March 31 (UPI) — Vermont’s Republican Governor Phil Scott said he will sign into law three bills that contain gun control measures.
A bill passed by the state’s legislature on Friday expands background checks, bans bump stocks, and raises the age for people to buy guns to 21. Law enforcement, military personnel and people who have taken a hunter safety course are exempt from the age restriction. It also sets limits of no more than 10 rounds of ammunition for a long gun and no more than 15 rounds for a hand gun.

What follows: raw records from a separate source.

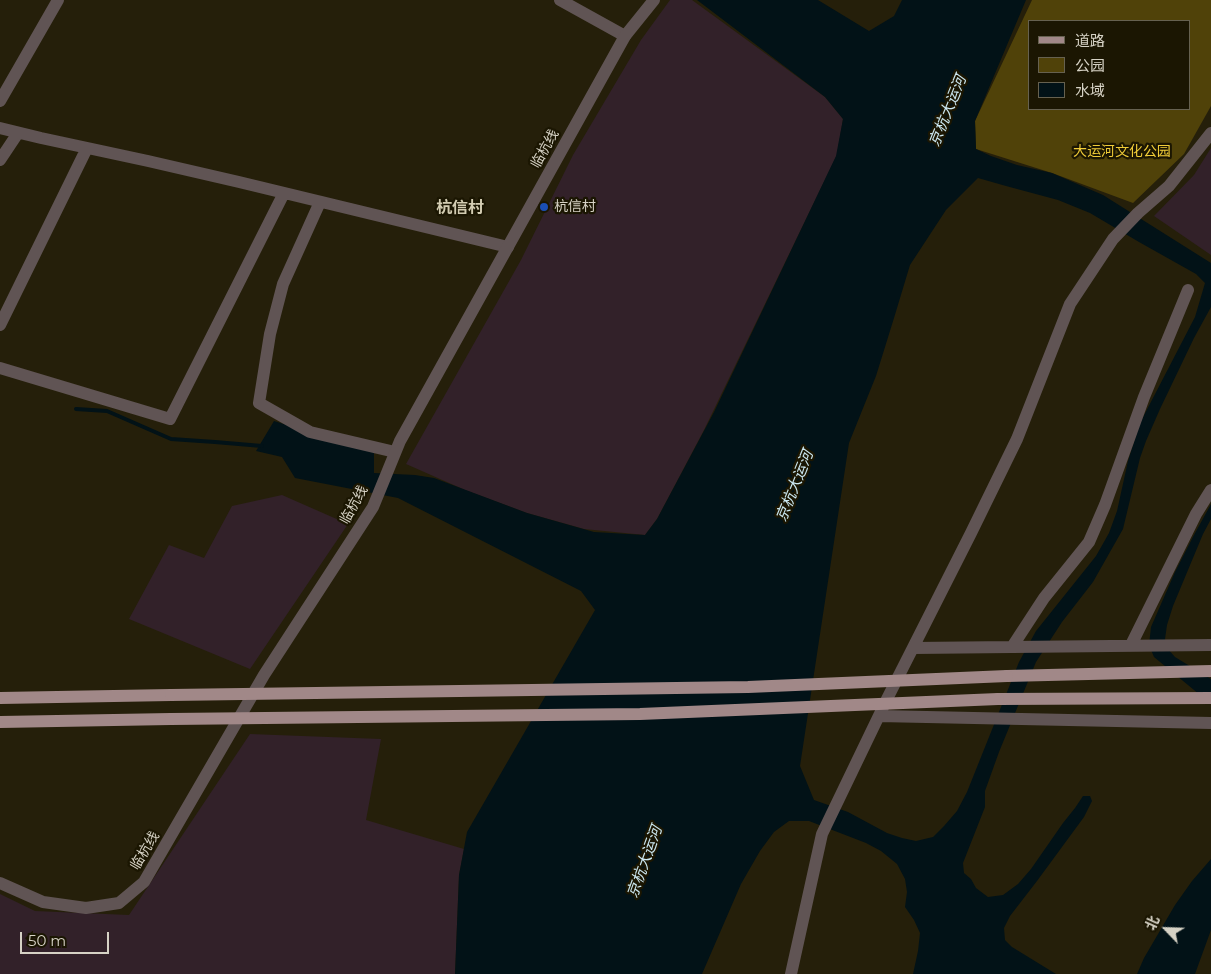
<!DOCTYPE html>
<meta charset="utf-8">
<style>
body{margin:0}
#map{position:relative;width:1211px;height:974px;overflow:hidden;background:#251f0a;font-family:Montserrat,"Noto Sans SC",sans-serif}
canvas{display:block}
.legend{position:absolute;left:1028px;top:20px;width:162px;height:90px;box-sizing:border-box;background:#1b1602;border:1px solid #666150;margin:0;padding:6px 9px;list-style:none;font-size:15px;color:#d6d2c5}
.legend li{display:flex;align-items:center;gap:10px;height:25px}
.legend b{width:25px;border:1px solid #666150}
.north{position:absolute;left:1141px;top:904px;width:50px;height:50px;-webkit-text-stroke:4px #1b1602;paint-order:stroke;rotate:294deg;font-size:14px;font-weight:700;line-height:20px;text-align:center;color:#d6d2c5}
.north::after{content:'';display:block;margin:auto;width:18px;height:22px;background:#d6d2c5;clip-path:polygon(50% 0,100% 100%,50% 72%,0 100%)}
.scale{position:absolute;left:20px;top:932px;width:89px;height:22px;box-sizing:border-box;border:2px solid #d6d2c5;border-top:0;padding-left:6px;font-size:15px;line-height:18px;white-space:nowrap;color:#d6d2c5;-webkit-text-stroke:4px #1b1602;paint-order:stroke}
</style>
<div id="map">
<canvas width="1211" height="974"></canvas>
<ul class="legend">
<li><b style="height:6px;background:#a18888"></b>道路</li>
<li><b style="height:14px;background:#504209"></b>公园</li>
<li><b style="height:14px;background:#021217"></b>水域</li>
</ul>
<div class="north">北</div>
<div class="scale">50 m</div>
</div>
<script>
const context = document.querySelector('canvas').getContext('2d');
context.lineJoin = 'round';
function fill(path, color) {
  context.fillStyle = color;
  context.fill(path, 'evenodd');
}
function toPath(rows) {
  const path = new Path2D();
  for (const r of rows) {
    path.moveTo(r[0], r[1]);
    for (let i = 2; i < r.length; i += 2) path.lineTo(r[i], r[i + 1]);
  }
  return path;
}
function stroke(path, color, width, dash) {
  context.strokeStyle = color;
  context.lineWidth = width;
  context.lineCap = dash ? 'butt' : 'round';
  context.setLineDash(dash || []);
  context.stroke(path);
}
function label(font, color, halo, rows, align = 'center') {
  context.font = font + ' Montserrat,"Noto Sans SC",sans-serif';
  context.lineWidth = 4.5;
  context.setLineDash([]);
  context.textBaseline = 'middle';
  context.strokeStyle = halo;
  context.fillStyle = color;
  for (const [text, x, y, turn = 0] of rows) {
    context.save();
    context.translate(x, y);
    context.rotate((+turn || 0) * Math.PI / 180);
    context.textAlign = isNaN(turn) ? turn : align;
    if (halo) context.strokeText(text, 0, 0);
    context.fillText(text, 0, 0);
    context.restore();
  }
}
const industrial = toPath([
 [670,0,692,0,825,97,843,119,837,155,704,430,657,519,645,535,584,529,527,513,465,490,406,464,521,260,573,155,641,40],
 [1211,148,1211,255,1154,216,1194,175],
 [282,495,348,524,250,669,129,619,169,545,204,558,232,506],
 [250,734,381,739,366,820,464,849,459,875,455,974,0,974,0,894,35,911,129,915]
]);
const green = toPath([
 [1032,0,1211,0,1211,106,1184,154,1133,203,1052,173,976,149,975,121],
 [1030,21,1190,21,1190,109,1030,109]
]);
const water = toPath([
 [697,0,818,0,869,31,894,16,902,0,1026,0,975,121,976,149,991,156,1017,165,1052,173,1103,195,1211,263,1211,307,1194,338,1160,409,1146,441,1140,458,1123,529,1093,582,1062,622,1036,662,999,752,985,791,985,807,963,863,964,873,971,879,976,888,988,897,1003,895,1018,884,1031,869,1063,823,1075,808,1083,796,1090,796,1092,801,1084,817,1037,881,1010,916,1004,928,1005,940,1012,947,1056,974,913,974,918,951,920,933,914,920,905,907,907,892,905,879,897,864,881,851,866,843,809,821,789,821,774,832,760,851,741,884,702,974,455,974,459,875,467,832,595,610,581,591,398,498,295,478,282,457,256,451,274,421,374,452,374,473,415,475,434,478,527,513,594,532,645,535,657,519,714,412,836,156,843,119,825,97],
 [978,178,1006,186,1058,200,1090,213,1139,242,1196,274,1205,283,1195,317,1140,423,1128,461,1117,511,1109,533,1096,556,1036,631,1019,662,967,792,957,811,944,826,933,837,916,841,902,838,887,833,848,812,814,800,800,766,849,443,876,376,894,318,910,265,946,210],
 [1211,504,1211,519,1203,534,1173,606,1167,625,1165,639,1167,648,1175,657,1211,679,1211,704,1154,657,1149,645,1151,627,1175,572,1194,535],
 [1211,859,1211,930,1195,974,1137,974,1144,958,1175,905,1192,881]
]);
const stream = toPath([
 [76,409,107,411,171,439,215,442,262,446]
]);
const minor = toPath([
 [560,0,625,36],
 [0,101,58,0],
 [0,128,41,138,148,161,239,182,508,247],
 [0,160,18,133],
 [320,202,283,284,270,334,259,403,310,432,395,452],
 [0,325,87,148],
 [0,368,170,419,284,193],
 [1131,645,1196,514,1211,490],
 [1012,647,1044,598,1089,542,1105,505,1144,397,1188,290],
 [913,648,1211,645],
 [879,716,1211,723],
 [791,974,822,834,887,699,971,533,1017,439,1070,304,1113,239,1138,213,1169,186,1211,133]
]);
const tertiary = toPath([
 [0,883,43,902,86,908,119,903,144,882,264,675,373,507,400,441,625,36,654,0]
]);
const primary = toPath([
 [1007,676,1211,671],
 [0,698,171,695],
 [998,699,1211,698],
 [0,722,171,719]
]);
const primaryBridge = toPath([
 [171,695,748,687,1007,676],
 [171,719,640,714,998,699]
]);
const markers = [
 [544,207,5,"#1a4fb4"]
];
const streetNames = [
 ["临杭线",545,149,-61],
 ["临杭线",354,505,-61],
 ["临杭线",145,851,-59]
];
const parkNames = [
 ["大运河文化公园",1122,152]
];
const poiNames = [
 ["杭信村",554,207]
];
const waterNames = [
 ["京杭大运河",948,111,-68],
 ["京杭大运河",795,486,-68],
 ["京杭大运河",645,862,-70]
];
const quarterNames = [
 ["杭信村",460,208]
];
fill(industrial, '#322129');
fill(green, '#504209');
fill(water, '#021217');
stroke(stream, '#021217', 4);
stroke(minor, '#605454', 12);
stroke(tertiary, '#605454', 12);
stroke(primary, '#a18888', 12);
stroke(primaryBridge, '#a18888', 12);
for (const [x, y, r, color] of markers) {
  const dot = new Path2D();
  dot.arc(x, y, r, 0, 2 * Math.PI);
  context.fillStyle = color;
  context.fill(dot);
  stroke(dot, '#1b1602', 2);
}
label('14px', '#d6d2c5', '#1b1602', streetNames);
label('14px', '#f0cc38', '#1b1602', parkNames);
label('14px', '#d6d2c5', '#1b1602', poiNames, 'left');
label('italic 15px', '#cce8f1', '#1b1602', waterNames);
label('bold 16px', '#d3ccb2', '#1b1602', quarterNames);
</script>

Earlier this month, Florida’s governor signed a bill into law that raised the legal age to buy a rifle and banned bump stocks, which are attachments that increase a gun’s firing rate
Scott told reporters Friday that people, including some of his past supporters, may be disappointed with his decision to sign the bill into law.
But Scott said the decision was the right one for his state.
“Vermont is currently one of the healthiest and safest states in America,” Scott said in an official statement. “However, as tragedies in Florida, Las Vegas, Newtown and elsewhere — as well as the averted plot to shoot up Fair Haven High School — have demonstrated, no state is immune to the risk of extreme violence,” Scott said.
“As Governor, I have a moral and legal obligation and responsibility to provide for the safety of our citizens. If we are at a point when our kids are afraid to go to school and parents are afraid to put their kids on a bus, who are we?”
Scott’s position on gun control has shifted since the day after a Feb. 14 shooting at Marjory Stoneman Douglas High School in Parkland, Fla., left 17 people dead. He told Seven Days, a Vermont-based alternative newspaper, after the Parkland shooting there was no need for new gun control laws.
But after a former student of a Fair Haven, Vt., high school was charged with trying to carry out a mass shooting there, Scott said “everything should be on the table.”
Scott also plans to sign two other bills recently passed by the Vermont legislature. One is a “Red Flag bill,” permitting officers to seize guns from people deemed an “extreme risk” to themselves or others. The other puts a process in place to remove guns from people cited or arrested for domestic assault.